Required action:
In the records below, locate the line containing "<button>+</button>", then extract it and all following lines exactly, ending with the last line.

Extracted entries Start Marker

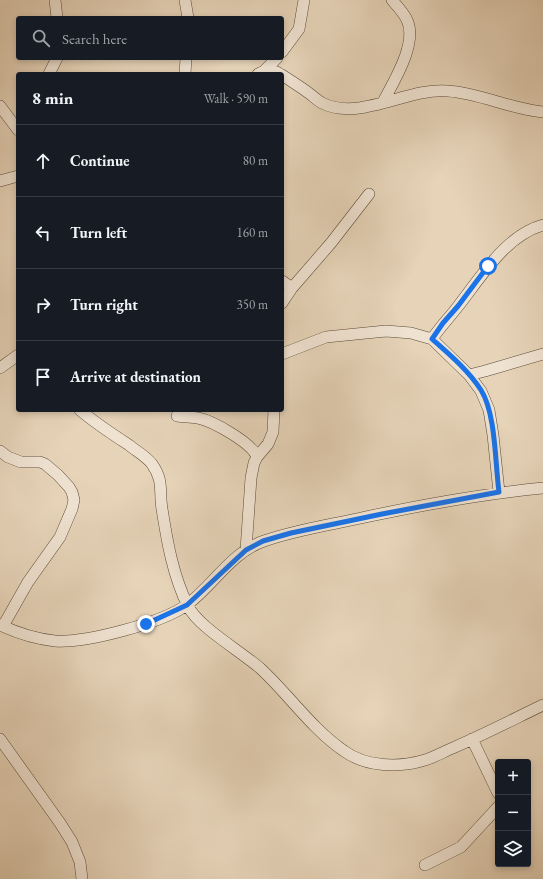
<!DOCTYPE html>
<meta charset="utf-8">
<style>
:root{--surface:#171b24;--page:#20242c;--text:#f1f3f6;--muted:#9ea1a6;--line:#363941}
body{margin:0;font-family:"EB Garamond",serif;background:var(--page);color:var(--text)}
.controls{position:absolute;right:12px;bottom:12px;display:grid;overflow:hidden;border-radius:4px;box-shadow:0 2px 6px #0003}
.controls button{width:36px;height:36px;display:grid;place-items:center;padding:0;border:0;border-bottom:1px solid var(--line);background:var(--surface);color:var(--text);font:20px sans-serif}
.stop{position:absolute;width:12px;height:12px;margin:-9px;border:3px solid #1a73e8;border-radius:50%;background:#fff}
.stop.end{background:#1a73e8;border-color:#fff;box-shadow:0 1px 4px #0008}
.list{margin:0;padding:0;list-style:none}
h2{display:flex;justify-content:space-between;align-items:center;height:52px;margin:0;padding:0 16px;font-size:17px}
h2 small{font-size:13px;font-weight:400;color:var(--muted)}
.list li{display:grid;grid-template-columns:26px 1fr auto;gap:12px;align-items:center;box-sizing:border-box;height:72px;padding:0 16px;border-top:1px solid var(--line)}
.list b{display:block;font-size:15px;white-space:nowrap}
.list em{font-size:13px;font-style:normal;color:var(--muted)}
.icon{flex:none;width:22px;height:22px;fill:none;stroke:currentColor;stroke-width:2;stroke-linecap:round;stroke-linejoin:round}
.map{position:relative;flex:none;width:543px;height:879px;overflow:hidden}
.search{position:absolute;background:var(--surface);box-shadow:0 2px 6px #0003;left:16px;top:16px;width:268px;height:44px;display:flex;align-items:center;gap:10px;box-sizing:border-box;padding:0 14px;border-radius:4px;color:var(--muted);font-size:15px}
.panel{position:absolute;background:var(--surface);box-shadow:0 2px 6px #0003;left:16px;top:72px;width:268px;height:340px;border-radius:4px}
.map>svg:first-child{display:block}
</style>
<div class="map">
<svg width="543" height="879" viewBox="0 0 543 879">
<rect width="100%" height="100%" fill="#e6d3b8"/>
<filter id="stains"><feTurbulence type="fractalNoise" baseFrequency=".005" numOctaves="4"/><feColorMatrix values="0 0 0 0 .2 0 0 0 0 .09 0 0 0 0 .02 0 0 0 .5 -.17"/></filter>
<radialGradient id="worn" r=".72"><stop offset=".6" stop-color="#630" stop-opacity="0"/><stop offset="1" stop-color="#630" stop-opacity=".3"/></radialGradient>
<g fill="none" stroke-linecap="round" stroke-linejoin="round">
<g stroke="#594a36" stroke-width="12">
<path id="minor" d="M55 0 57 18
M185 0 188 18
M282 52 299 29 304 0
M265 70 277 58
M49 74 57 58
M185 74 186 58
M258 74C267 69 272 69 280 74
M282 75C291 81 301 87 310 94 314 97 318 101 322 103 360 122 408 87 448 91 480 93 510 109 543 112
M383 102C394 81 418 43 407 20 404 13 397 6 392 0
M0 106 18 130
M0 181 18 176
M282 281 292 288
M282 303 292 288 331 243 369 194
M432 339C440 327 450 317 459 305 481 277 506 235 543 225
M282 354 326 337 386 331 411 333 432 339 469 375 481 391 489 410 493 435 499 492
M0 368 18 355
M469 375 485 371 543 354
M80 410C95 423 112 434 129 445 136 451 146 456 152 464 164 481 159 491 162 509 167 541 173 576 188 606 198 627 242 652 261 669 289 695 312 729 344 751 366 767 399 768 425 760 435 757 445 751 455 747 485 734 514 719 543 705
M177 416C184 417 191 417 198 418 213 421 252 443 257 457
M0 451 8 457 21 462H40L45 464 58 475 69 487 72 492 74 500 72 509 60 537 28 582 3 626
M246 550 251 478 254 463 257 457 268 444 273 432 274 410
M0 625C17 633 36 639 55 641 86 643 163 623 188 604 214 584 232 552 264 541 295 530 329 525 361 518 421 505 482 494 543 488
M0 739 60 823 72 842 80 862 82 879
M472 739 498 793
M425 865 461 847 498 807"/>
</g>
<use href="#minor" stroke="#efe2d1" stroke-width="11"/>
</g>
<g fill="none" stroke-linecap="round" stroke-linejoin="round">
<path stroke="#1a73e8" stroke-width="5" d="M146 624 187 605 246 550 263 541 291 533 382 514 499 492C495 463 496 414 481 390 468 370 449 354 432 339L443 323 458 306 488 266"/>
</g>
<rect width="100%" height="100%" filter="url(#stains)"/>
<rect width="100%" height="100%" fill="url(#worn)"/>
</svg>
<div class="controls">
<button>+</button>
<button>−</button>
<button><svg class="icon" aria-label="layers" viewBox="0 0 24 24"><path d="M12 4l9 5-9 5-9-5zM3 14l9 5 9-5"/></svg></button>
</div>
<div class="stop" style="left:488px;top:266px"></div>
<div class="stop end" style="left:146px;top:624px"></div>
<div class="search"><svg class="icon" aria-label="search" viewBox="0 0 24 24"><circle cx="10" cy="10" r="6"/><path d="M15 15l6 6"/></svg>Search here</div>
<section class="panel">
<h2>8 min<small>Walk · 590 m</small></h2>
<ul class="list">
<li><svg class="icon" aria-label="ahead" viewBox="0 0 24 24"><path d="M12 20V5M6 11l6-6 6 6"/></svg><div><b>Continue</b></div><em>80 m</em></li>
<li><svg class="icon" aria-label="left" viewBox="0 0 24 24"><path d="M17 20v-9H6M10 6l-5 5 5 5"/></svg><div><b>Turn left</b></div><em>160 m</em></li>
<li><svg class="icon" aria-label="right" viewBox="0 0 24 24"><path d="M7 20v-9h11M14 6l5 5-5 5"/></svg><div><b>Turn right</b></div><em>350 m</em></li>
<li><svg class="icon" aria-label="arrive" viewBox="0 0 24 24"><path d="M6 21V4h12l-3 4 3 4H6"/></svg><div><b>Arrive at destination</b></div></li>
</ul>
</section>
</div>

Extracted entries End Marker

Task output:
<button>+</button>
<button>−</button>
<button><svg class="icon" aria-label="layers" viewBox="0 0 24 24"><path d="M12 4l9 5-9 5-9-5zM3 14l9 5 9-5"/></svg></button>
</div>
<div class="stop" style="left:488px;top:266px"></div>
<div class="stop end" style="left:146px;top:624px"></div>
<div class="search"><svg class="icon" aria-label="search" viewBox="0 0 24 24"><circle cx="10" cy="10" r="6"/><path d="M15 15l6 6"/></svg>Search here</div>
<section class="panel">
<h2>8 min<small>Walk · 590 m</small></h2>
<ul class="list">
<li><svg class="icon" aria-label="ahead" viewBox="0 0 24 24"><path d="M12 20V5M6 11l6-6 6 6"/></svg><div><b>Continue</b></div><em>80 m</em></li>
<li><svg class="icon" aria-label="left" viewBox="0 0 24 24"><path d="M17 20v-9H6M10 6l-5 5 5 5"/></svg><div><b>Turn left</b></div><em>160 m</em></li>
<li><svg class="icon" aria-label="right" viewBox="0 0 24 24"><path d="M7 20v-9h11M14 6l5 5-5 5"/></svg><div><b>Turn right</b></div><em>350 m</em></li>
<li><svg class="icon" aria-label="arrive" viewBox="0 0 24 24"><path d="M6 21V4h12l-3 4 3 4H6"/></svg><div><b>Arrive at destination</b></div></li>
</ul>
</section>
</div>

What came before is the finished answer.